Let’s pause over that terrifying statistic: more than half of the state’s budget will be consumed by health care costs.
There’s more:
— Over the same period state health spending in real terms has jumped by 59%, while education has fallen 15%, police and firemen by 11% and roads and bridges by 23%.
There’s only so much dough to go around. As government-controlled medicine gobbles up more of the available resources, there is less to go around for other important services.
Yet more bad news:
— Massachusetts spends more per capita on health care than any other state and therefore more than anywhere else in the industrialized world.
Why? Because of the horrendous inefficiencies built into socialized medicine.
All this is bad for patients, i.e., you and me. But it is also bad, very bad, for doctors. Consider:
— Under the plan, all Massachusetts doctors, hospitals and other providers must register with a new state bureaucracy as a condition of licensure — that is, permission to practice. They’ll be required to track and report their financial performance, price and cost trends, state-sanctioned quality measures, market share and other metrics.
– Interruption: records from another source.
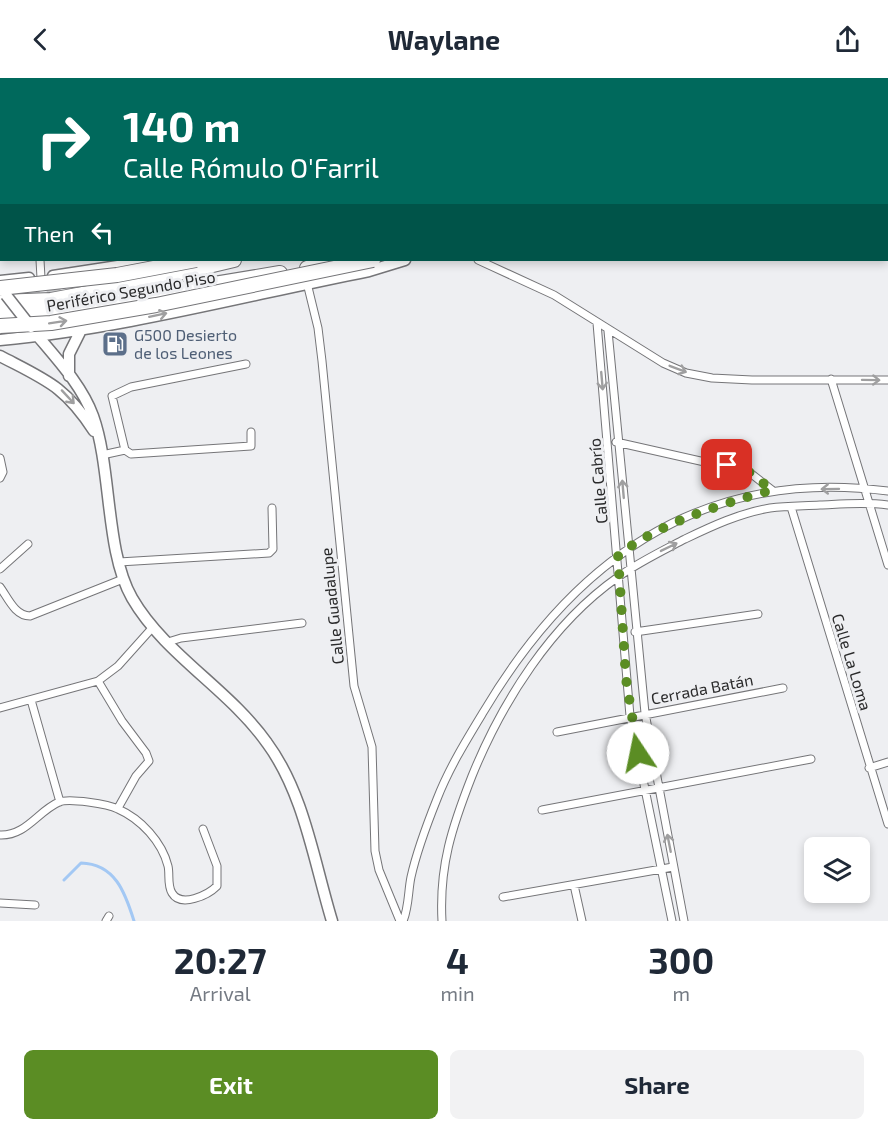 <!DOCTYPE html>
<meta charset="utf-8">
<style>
:root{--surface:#fff;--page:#f2f2f3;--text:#1f2937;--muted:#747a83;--accent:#5b8d24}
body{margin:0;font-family:"Exo 2",sans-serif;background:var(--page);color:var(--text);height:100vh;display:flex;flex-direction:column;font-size:22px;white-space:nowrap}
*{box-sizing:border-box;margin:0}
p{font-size:20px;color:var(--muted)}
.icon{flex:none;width:33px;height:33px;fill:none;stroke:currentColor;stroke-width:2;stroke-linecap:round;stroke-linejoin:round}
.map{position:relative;height:843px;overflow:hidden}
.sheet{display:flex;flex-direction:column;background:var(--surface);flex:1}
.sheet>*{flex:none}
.guide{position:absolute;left:0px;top:0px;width:888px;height:183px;box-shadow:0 3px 9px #0003;background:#00695c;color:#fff;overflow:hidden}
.fabs{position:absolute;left:804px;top:759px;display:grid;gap:12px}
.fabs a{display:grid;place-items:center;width:66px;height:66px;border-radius:9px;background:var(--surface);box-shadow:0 3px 9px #0003;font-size:30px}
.pin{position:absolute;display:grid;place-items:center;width:51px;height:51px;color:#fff;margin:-26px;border-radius:12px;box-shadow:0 3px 9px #0006}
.me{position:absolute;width:66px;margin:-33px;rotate:349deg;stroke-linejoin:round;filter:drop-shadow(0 0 4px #0008)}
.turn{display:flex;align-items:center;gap:21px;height:126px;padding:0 24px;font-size:27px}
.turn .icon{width:78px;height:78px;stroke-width:2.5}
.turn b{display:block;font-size:42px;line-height:51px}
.then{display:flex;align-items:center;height:57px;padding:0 24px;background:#0003;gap:12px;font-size:22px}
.eta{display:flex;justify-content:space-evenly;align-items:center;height:102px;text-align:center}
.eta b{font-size:36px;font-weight:700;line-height:42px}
.button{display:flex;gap:12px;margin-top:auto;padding:12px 24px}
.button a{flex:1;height:69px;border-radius:9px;background:var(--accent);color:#fff;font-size:24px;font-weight:700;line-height:69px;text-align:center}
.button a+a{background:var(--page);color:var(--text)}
header{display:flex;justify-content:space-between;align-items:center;height:78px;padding:0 24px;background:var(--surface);font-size:27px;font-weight:700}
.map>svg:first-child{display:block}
</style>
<header><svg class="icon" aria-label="back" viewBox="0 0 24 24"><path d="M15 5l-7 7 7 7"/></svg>Waylane<svg class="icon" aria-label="share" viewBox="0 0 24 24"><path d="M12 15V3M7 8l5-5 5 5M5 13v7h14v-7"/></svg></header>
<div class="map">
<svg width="888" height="843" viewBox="0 0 888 843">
<rect width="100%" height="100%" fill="#eeeff2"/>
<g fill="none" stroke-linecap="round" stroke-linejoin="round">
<!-- stream -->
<path stroke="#a3c8f4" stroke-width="3" d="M64,802l17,-17c34,1 44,29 53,58"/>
<!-- motorway-tunnel -->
<path stroke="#c7c8ca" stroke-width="14" stroke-dasharray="14 7" stroke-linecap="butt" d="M26,217l84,-14"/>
<defs>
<path id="minor" d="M27,0v2
M0,36l2,-1
M40,182l1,18
M478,182l76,35 109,68 23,10 26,5 40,2h136
M307,205l11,45 4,33 32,325 18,61 3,104 4,19 21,51
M597,245l33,393 42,205
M608,253l37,382 39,208
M831,301l57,186
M616,364l133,30 23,18
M125,372l-13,-54 19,-9 115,-23
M102,377l23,-5 6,4 120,-8v-14
M0,380l3,14 -3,6
M791,429l97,317
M119,484l150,-9 4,-4 -1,-41
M0,491l28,-25
M0,509c8,11 15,29 30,29l93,-37
M635,554l123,-18
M168,564l13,-4 121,-15
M98,603l24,40 24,32 3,8 -13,15 -18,32
M31,622l29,102
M0,630l98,-27 20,-15 35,-39
M557,654l226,-44
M869,690l19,-6
M542,732l269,-51
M0,757c26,1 38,-24 59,-33 10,-4 49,2 59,7 23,10 44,33 50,57 2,8 -1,19 4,27 9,15 36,2 45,-7v-20l-14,-37
M574,807l8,36
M503,819l170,-30
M0,825l35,2
M106,843l3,-5
M403,843c6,-14 5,-30 8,-44 6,-27 16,-53 26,-78 12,-31 30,-60 47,-88 91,-153 220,-244 404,-220
M442,843c-3,-55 10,-94 30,-145 30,-74 79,-152 146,-199 21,-15 44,-26 67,-38 27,-13 55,-26 85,-31 17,-2 34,-2 50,-3 23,-1 45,-3 68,0"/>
<path id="secondary" d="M809,2l5,-2
M886,35h2
M53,198l104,-16
M0,203l29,-3
M31,250c22,27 50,55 62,88 19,53 12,135 39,182 33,57 97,91 135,145 37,50 47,119 65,178
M0,262c125,-12 247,-45 369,-69l36,-11
M0,278c46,24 65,30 94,75
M69,298v-22l12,-24"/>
<path id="motorway" d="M859,2l7,-2
M876,2l6,-2
M886,15h2
M307,190l31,-8
M0,224l51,-2 69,-13 114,-27
M0,236l51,-3 229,-38"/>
</defs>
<!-- minor casing -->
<use href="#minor" stroke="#757578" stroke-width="9"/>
<!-- secondary casing -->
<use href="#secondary" stroke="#757578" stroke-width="13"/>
<!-- motorway casing -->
<use href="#motorway" stroke="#757578" stroke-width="16"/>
<!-- minor -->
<use href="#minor" stroke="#fff" stroke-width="7"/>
<!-- secondary -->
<use href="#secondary" stroke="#fff" stroke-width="10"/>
<!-- motorway -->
<use href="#motorway" stroke="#fff" stroke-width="14"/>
<defs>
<path id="secondary-bridge" d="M6,217l25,32"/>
<path id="motorway-bridge" d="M0,210l117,-13 79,-15
M0,248l51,-3 105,-18 217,-45"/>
</defs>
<!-- secondary-bridge casing -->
<use href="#secondary-bridge" stroke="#757578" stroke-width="13" stroke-linecap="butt"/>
<!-- motorway-bridge casing -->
<use href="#motorway-bridge" stroke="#757578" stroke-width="16" stroke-linecap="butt"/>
<!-- secondary-bridge -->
<use href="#secondary-bridge" stroke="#fff" stroke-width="10"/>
<!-- motorway-bridge -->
<use href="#motorway-bridge" stroke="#fff" stroke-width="14"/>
</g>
<!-- one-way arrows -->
<defs><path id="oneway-shaft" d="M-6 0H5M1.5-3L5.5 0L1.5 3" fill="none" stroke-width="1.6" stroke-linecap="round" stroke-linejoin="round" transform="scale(1.5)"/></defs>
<g stroke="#9f9fa0">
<use href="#oneway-shaft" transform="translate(158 237) rotate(-12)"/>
<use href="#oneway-shaft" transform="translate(58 244) rotate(-9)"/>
<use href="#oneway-shaft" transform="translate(678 291) rotate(21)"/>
<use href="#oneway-shaft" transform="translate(871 302) rotate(1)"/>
<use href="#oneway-shaft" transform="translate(602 303) rotate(85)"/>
<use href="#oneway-shaft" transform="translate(68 319) rotate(47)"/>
<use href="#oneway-shaft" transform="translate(623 411) rotate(-95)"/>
<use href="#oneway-shaft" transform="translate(830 411) rotate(179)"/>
<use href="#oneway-shaft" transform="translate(669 469) rotate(-26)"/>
<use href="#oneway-shaft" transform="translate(669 765) rotate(-101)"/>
</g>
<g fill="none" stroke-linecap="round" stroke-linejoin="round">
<!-- route -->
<path stroke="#5b8d24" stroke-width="10" stroke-dasharray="0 18" d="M638,675l-12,-74 -8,-124c47,-34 98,-49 154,-65l-23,-18 -22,-7"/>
</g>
<!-- icons -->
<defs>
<symbol id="fuel-square" viewBox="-11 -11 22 22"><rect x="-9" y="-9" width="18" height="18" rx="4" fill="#5c6f8a" stroke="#eeeff2"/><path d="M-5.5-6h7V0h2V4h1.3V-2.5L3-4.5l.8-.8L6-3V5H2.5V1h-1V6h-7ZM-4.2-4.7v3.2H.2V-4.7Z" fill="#fff"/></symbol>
</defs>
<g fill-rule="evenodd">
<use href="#fuel-square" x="100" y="251" width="30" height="30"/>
</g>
<g text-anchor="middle" stroke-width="6" stroke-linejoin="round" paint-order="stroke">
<!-- street labels -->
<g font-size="16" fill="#2a2a2b" stroke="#eeeff2">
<text transform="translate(131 213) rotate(-10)" y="6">Periférico Segundo Piso</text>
<text transform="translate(598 403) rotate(-95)" y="6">Calle Cabrío</text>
<text transform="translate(332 528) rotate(-96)" y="6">Calle Guadalupe</text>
<text transform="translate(852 584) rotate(73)" y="6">Calle La Loma</text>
<text transform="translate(702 611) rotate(-11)" y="6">Cerrada Batán</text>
</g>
<!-- service labels -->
<g font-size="16" fill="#4e5e75" stroke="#eeeff2" text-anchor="start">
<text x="134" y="263">G500 Desierto<tspan x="134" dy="18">de los Leones</tspan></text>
</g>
</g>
</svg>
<div class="fabs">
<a><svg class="icon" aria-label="layers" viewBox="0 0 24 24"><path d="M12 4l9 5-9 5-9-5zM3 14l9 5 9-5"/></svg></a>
</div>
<div class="pin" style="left:727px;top:387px;background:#d93025"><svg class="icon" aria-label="arrive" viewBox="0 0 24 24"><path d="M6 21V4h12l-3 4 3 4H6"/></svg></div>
<svg class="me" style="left:638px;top:675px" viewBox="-20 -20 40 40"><circle r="19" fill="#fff"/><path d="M0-13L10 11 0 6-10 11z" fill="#5b8d24"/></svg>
<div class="guide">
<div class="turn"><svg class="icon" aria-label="right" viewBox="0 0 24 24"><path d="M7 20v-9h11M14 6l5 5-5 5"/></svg><div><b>140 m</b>Calle Rómulo O'Farril</div></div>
<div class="then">Then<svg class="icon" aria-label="left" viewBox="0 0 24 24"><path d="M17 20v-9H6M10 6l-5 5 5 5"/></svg></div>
</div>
</div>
<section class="sheet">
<div class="eta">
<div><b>20:27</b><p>Arrival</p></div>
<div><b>4</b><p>min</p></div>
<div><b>300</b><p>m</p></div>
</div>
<div class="button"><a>Exit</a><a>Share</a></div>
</section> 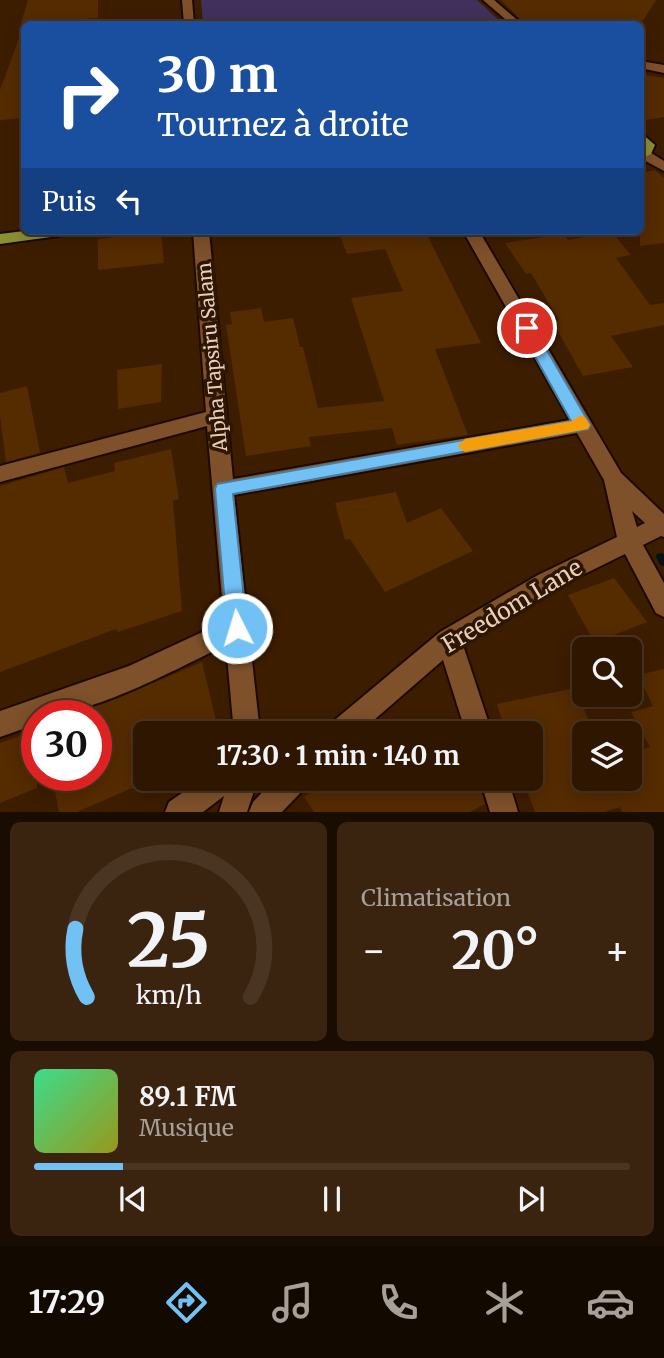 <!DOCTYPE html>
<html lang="fr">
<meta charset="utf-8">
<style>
:root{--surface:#2e1600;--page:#3a230f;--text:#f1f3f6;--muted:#a79f99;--line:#493522;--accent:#72c1f5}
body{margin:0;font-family:Merriweather,serif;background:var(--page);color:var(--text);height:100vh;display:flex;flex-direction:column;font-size:26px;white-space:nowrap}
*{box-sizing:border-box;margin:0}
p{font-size:23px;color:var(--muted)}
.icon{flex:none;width:38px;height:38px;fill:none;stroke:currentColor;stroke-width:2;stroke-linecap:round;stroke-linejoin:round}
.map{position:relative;height:812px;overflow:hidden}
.details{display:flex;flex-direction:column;gap:10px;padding:10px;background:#190c00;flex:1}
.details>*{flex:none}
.banner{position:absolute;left:21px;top:21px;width:623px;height:214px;border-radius:10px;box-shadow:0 4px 18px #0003,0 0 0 2px var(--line);background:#1a4fa0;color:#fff;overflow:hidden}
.controls{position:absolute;left:572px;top:637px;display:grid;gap:14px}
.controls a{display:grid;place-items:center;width:70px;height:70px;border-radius:10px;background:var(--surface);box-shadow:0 4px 18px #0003,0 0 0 2px var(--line);font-size:35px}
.speed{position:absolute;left:21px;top:700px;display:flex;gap:14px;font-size:35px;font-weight:700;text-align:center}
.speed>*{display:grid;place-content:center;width:91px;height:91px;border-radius:50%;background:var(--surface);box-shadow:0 4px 18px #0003,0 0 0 2px var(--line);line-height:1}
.speed .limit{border:10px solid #d22;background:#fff;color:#111}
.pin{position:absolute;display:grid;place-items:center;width:60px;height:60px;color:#fff;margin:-30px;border:4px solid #fff;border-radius:50%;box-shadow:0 2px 7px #0007}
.me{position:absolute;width:77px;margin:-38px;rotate:355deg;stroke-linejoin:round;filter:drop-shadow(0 0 5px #0008)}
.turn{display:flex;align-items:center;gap:24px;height:147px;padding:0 21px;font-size:32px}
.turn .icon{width:91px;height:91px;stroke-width:2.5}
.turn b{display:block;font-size:49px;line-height:60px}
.then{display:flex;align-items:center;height:66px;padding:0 21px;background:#0003;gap:14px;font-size:26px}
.big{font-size:52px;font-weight:700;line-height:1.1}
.details .tile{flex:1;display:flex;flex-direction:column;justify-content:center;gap:10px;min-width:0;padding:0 24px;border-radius:10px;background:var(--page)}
.details .dial{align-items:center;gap:0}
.dial svg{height:182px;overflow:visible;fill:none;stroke:var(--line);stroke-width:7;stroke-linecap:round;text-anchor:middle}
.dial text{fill:var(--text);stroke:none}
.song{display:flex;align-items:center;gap:21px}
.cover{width:84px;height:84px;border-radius:10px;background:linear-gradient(135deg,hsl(150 70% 55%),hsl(60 70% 35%))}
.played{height:7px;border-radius:4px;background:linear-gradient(90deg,var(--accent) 15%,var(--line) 15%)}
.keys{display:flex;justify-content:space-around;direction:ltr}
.heat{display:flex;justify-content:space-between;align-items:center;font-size:38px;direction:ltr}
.details .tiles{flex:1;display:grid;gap:10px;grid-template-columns:1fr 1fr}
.tile:last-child{grid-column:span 2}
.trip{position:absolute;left:133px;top:721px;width:410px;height:70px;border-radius:10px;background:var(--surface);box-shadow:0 4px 18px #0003,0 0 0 2px var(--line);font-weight:700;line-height:70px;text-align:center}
.tabs{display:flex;height:112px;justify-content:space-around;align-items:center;background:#120900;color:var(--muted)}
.tabs .icon{width:49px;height:49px}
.tabs .active{color:var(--accent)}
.tabs b{font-size:32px;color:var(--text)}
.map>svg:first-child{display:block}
.green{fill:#40305b}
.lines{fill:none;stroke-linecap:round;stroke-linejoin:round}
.stream{fill:#06121b;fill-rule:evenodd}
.building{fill:#552b00}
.minor-casing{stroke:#1e0900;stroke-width:4}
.tertiary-casing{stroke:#1e0900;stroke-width:4}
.trunk-casing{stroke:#1e0900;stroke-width:4}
.minor{fill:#7e512b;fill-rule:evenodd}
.tertiary{fill:#7e512b;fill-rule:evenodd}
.trunk{fill:#899033;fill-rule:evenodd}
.route{fill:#72c1f5;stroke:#4a7d9f;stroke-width:2}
.slow{fill:#f59e0b}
.labels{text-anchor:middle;stroke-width:7;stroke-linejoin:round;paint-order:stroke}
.street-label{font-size:19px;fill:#eacfbb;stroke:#2d1703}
.near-street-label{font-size:23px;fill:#eacfbb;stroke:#2d1703}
</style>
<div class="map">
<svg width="664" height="812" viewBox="0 0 664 812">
<rect width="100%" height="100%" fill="#3d1d00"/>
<path class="green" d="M201,0H477L503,24H203Z"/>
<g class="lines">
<path class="stream" d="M661,553L664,554V566L660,565L656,557L657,554Z"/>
</g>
<path class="building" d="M28,0H98V18L21,23Z
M501,0H656L641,24H525Z
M22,30L24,31V118L0,120V90Z
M640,74L664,78V117L640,121Z
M655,170L664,178V243L640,246V173Z
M338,231H425L481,343L435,349L468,435L397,445L392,428L309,437L311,446L246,456L226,325L232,324L230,312L261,308L264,322L293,318L300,347H303L318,408L384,401L351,298L403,291L385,249L347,254Z
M161,232L164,263L98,270V239Z
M612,232L631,255L616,258L650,305L664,303V325L611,336L633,367L583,376L552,321L559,320L531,273L526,274L505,243L564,234L568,240Z
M162,364L161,402L118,409L117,370Z
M27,386L40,453L6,462L0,416V393Z
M171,449L179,499L173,501L182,611L118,632L116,629L0,672V486L64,467L68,483L115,471L114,463Z
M396,492L407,523L441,508L473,551L385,592L350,539L345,540L335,503Z
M614,578L647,622L601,640H593L568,595Z
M202,662L219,733H145V740L136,744L146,782L77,812H59L52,775H96V716H62L108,702Z
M664,669V812H622L620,807L604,812H535L524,783L514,789L511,779H530V733H506L497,704L575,688L594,733H584V779H630V754L650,747L631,712L653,706L638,675Z
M37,730V788L0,803V743Z
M330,779H478L485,804L470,812H314L304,797Z"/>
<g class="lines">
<g class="minor-casing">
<path id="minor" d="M182,0H192L194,24H184Z
M640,61L664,65V73L640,68Z
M193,231H209L233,479L570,420L463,231H479L621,473L664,514V537L661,536L643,545L664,583V617L656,613L625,554L554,589L463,645L492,733H466L443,660L359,733H326L330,724L440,632L538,575L617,537L604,480L577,433L234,495L260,733H234L226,645C176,669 91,716 37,716V724L0,737V711L129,666L224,622L207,426L0,482V466L206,412ZM632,511L645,523L637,527Z
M202,779H258L247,812H219L224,796L203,812H165L169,802Z
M275,779H308L304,789L282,812H249L253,802Z
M480,779H508L518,812H490Z"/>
</g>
<g class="tertiary-casing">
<path id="tertiary" d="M483,0H494L522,24H511Z
M640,151H648L664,161V171L640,158Z"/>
</g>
<g class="trunk-casing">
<path id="trunk" d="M640,132L655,145L651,154L640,159Z
M24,231H66L58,236L0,244V234Z"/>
</g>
<use href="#minor" class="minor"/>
<use href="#tertiary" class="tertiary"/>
<use href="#trunk" class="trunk"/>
</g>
<path class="route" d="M527,323L534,328L588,421L590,425L588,429L233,494L247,628L244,634L237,637L230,634L227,628L215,489L217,484L571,421L519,328Z"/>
<path class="slow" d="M580,415L585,417L590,425L588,429L465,452L457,446L465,439L572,421Z"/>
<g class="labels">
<g class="street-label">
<text transform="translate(212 357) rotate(-95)" y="7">Alpha Tapsiru Salam</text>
</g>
<g class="near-street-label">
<text transform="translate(512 606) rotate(-31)" y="8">Freedom Lane</text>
</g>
</g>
</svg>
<div class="controls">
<a><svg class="icon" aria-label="search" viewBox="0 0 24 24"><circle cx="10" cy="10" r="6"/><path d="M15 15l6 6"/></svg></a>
<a><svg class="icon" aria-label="layers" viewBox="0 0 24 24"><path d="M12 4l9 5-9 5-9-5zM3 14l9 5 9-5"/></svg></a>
</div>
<div class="speed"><div class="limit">30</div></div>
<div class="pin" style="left:527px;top:328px;background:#d93025"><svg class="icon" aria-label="arrive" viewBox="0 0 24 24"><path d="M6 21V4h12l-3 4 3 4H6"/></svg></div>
<svg class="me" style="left:237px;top:628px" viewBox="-20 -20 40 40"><circle r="17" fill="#72c1f5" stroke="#fff" stroke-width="3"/><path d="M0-11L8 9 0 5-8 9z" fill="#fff"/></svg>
<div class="trip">17:30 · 1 min · 140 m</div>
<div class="banner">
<div class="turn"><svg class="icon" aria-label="right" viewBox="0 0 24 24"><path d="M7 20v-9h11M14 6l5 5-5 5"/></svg><div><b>30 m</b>Tournez à droite</div></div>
<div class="then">Puis<svg class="icon" aria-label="left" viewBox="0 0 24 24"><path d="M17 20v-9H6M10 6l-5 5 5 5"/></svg></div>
</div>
</div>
<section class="details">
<div class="tiles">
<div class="tile dial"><svg viewBox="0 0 100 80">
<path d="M14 69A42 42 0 1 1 86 69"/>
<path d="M14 69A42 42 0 0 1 9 39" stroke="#72c1f5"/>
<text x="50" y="56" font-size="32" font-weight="700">25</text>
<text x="50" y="72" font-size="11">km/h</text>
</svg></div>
<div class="tile"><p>Climatisation</p>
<div class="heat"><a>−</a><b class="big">20°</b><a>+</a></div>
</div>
<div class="tile">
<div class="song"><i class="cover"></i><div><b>89.1 FM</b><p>Musique</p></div></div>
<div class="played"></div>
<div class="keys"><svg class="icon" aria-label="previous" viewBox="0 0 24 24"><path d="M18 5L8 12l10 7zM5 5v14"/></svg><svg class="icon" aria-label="pause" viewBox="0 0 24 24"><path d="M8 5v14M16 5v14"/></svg><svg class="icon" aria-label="next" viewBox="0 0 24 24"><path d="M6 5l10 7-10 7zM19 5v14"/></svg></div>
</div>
</div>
</section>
<nav class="tabs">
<b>17:29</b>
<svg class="icon active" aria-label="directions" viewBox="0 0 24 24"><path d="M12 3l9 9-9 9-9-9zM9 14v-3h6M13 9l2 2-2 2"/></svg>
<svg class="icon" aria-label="music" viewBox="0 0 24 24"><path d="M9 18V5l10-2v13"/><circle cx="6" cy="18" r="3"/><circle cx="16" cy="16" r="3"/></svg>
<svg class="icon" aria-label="phone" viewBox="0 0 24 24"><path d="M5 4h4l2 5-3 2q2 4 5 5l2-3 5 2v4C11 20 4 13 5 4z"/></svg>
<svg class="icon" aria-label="climate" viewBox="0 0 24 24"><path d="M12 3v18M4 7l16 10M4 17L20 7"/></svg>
<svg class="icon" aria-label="car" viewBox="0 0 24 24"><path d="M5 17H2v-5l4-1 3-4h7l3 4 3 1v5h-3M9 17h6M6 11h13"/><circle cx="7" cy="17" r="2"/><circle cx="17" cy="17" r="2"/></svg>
</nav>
Were you thinking of setting out a shingle in Massachusetts as a GP, cardiologist, obstetrician, gastroenterologist, etc.? Bet you’ll think twice about that.
The Journal appropriately invokes Jeremy Bentham’s totalitarian idea of the all-seeing panopticon here:
— Massachusetts takes 360-degree surveillance and converts it into a panopticon prison. An 11-member board known as the Health Policy Commission will use the data to set and enforce rules to ensure that total Massachusetts health spending, public and private, grows no more than projected gross state product through 2017, and 0.5 percentage points lower thereafter.
Got that? Your doctor is actively discouraged from spending too much on you lest that extra test that might save your life adds too much red ink to the bottom line.
RomneyCare is a disaster unfolding before our eyes. I’ll leave it to others to apportion the appropriate quantum of blame to its eponymous architect or sponsor or whatever role Mitt Romney played in the creation of the misbegotten piece of legislation. We all make mistakes. The important thing is that Mitt Romney has recognized his mistake and has credibly outlined a plan to make amends by repealing and replacing ObamaCare. Meanwhile, team Obama continues to tout the most unpopular piece of legislation since Prohibition. And people wonder why I predict Romney/Ryan will win by a landslide.